--- WHAT IS EXPECTED ---
Copy out each line of the entries where the word "shadow" is present.

--- DATA FOR THIS EXERCISE ---

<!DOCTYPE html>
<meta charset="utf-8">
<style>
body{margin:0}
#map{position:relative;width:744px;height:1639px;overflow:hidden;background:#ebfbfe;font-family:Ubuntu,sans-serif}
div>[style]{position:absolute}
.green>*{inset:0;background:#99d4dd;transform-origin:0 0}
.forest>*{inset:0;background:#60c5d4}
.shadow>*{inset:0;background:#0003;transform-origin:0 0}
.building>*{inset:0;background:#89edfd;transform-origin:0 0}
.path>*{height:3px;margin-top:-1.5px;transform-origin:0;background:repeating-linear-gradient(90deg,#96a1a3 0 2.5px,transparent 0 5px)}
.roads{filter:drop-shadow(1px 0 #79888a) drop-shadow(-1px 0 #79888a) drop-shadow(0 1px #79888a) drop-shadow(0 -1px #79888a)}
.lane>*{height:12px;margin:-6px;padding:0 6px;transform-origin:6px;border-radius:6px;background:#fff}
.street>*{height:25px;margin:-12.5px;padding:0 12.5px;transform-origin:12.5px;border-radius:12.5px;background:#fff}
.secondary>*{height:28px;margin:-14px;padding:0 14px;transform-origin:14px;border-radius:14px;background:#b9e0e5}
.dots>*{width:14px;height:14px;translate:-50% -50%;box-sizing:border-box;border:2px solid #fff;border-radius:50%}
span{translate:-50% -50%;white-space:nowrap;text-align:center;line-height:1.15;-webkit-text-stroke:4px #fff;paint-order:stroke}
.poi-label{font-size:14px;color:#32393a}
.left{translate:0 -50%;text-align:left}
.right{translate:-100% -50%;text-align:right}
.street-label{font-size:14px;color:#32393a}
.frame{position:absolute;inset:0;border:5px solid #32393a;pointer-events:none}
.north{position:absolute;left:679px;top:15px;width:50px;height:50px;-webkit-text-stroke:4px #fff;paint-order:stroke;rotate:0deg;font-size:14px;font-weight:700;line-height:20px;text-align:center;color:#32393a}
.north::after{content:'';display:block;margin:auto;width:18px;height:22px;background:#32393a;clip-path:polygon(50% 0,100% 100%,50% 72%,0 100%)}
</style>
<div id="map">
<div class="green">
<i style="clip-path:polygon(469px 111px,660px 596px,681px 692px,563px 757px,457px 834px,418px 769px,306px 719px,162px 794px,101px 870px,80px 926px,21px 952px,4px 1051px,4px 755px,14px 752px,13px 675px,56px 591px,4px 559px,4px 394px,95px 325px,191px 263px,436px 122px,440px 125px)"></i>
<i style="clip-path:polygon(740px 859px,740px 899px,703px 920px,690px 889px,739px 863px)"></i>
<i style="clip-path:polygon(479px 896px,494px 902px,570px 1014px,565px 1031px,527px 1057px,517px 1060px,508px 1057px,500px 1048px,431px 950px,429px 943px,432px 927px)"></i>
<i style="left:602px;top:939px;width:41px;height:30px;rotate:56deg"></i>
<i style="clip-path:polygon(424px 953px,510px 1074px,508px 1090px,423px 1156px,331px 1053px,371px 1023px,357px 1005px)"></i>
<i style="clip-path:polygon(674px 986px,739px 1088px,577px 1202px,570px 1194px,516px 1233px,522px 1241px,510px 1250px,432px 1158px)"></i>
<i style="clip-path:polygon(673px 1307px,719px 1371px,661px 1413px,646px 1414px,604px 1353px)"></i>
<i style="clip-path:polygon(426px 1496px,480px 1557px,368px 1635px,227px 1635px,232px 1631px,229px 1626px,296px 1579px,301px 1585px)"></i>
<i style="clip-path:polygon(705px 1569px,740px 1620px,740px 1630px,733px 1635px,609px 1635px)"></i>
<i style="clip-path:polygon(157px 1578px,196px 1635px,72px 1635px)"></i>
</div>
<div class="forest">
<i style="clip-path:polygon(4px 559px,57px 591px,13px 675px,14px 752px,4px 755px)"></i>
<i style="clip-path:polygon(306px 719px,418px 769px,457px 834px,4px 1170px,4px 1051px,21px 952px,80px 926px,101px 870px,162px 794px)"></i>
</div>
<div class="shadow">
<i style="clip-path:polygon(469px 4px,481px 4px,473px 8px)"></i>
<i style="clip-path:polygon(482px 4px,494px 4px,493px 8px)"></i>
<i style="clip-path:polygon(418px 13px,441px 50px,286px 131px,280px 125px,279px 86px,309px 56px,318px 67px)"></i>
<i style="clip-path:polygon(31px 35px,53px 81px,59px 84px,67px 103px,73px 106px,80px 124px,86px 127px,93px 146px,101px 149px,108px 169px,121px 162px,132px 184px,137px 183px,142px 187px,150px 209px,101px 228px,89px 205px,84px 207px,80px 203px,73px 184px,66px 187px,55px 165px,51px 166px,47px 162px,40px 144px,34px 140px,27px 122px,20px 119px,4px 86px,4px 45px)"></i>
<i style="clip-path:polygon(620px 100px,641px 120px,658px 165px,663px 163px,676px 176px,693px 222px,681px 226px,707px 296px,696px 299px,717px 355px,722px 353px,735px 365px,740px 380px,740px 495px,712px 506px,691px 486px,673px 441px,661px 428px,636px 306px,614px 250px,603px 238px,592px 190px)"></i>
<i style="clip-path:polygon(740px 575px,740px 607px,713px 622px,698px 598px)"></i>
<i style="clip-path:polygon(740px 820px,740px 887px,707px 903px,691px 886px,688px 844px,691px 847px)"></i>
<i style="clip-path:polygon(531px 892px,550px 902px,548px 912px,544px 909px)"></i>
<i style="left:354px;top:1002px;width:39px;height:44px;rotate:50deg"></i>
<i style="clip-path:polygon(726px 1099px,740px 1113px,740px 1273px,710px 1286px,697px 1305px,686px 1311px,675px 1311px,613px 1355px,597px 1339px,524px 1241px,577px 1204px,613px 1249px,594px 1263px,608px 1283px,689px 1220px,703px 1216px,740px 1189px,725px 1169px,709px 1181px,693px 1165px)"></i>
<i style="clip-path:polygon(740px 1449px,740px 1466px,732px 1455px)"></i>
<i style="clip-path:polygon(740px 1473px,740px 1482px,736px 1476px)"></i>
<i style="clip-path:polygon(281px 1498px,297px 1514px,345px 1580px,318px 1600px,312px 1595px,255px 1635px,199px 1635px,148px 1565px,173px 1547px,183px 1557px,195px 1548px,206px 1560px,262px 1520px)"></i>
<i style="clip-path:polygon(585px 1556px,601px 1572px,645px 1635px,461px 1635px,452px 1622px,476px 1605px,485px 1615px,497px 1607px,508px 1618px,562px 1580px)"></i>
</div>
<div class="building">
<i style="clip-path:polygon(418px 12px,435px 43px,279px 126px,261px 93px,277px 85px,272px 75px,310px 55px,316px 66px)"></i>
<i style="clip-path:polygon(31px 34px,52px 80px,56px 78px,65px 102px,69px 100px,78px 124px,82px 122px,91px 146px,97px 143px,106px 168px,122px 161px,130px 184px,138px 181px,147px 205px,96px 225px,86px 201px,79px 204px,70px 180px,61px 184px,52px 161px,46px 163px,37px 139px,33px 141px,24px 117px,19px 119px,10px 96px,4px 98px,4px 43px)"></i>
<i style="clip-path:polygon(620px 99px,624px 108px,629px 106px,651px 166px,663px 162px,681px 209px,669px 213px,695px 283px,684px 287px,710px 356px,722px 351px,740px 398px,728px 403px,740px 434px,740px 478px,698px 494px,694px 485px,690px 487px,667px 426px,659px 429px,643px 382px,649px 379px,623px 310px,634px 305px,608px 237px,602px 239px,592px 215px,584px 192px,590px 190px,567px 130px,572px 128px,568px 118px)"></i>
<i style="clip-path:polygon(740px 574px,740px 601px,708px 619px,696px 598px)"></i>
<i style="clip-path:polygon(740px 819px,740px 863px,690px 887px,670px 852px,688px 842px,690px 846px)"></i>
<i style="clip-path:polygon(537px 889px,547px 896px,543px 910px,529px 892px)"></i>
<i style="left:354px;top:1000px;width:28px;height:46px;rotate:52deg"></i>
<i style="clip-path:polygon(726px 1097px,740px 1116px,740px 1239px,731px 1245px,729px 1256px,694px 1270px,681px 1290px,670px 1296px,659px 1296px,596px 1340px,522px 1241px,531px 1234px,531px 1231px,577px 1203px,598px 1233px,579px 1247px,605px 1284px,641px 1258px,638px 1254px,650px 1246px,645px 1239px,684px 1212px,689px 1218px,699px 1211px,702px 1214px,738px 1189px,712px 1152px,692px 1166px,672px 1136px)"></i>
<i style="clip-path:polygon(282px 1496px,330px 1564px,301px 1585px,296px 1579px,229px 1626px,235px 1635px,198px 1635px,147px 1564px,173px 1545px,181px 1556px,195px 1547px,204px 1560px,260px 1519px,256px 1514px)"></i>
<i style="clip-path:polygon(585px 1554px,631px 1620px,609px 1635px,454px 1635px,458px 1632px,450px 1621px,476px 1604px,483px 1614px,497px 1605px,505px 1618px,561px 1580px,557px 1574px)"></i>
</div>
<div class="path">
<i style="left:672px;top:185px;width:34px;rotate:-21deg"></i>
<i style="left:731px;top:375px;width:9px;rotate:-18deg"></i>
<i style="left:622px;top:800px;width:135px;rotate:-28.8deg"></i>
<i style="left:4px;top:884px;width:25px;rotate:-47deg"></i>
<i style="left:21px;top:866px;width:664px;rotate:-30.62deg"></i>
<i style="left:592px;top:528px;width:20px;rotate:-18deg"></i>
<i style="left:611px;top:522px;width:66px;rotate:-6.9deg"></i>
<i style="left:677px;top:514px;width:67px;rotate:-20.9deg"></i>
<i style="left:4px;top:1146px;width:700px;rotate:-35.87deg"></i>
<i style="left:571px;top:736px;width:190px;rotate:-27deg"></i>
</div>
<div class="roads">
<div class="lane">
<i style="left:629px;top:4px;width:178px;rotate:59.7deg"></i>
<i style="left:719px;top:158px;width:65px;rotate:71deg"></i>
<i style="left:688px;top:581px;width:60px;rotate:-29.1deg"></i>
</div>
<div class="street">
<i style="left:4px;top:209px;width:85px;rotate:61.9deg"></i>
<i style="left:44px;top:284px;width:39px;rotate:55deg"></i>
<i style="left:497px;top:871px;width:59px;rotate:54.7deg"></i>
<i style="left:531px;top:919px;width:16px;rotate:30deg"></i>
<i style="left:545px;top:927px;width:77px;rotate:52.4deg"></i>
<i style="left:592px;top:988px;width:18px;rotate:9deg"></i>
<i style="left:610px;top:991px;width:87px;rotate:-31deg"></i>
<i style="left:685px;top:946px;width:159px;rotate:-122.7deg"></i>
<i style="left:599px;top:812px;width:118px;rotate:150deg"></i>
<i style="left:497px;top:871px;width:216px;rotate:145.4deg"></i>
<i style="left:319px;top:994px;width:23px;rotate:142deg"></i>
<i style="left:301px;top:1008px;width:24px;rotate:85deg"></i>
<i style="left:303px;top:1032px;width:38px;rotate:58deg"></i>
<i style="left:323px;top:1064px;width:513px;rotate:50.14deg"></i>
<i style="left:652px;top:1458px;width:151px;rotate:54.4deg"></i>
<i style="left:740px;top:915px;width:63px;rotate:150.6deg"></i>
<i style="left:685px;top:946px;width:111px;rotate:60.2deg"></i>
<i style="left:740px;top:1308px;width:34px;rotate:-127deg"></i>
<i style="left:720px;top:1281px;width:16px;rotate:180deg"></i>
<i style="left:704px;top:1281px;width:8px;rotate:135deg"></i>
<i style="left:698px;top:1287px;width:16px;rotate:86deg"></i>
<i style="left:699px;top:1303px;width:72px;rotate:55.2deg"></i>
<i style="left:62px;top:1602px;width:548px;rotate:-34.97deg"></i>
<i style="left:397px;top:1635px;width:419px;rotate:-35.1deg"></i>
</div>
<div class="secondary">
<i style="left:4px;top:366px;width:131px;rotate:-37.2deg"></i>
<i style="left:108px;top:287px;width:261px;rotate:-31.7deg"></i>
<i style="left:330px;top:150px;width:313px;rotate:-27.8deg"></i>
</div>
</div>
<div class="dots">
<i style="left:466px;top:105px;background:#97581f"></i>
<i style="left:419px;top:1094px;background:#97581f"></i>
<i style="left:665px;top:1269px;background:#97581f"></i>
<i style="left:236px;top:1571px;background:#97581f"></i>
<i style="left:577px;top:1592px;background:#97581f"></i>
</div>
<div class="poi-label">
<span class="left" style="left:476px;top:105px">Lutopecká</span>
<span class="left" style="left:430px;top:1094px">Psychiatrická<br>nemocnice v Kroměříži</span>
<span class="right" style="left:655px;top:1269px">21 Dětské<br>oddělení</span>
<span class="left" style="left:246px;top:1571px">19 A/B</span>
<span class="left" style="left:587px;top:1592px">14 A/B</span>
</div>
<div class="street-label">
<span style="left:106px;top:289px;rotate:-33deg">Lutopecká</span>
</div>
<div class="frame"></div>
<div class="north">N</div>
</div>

--- WRITTEN ANSWER ---
.shadow>*{inset:0;background:#0003;transform-origin:0 0}
.roads{filter:drop-shadow(1px 0 #79888a) drop-shadow(-1px 0 #79888a) drop-shadow(0 1px #79888a) drop-shadow(0 -1px #79888a)}
<div class="shadow">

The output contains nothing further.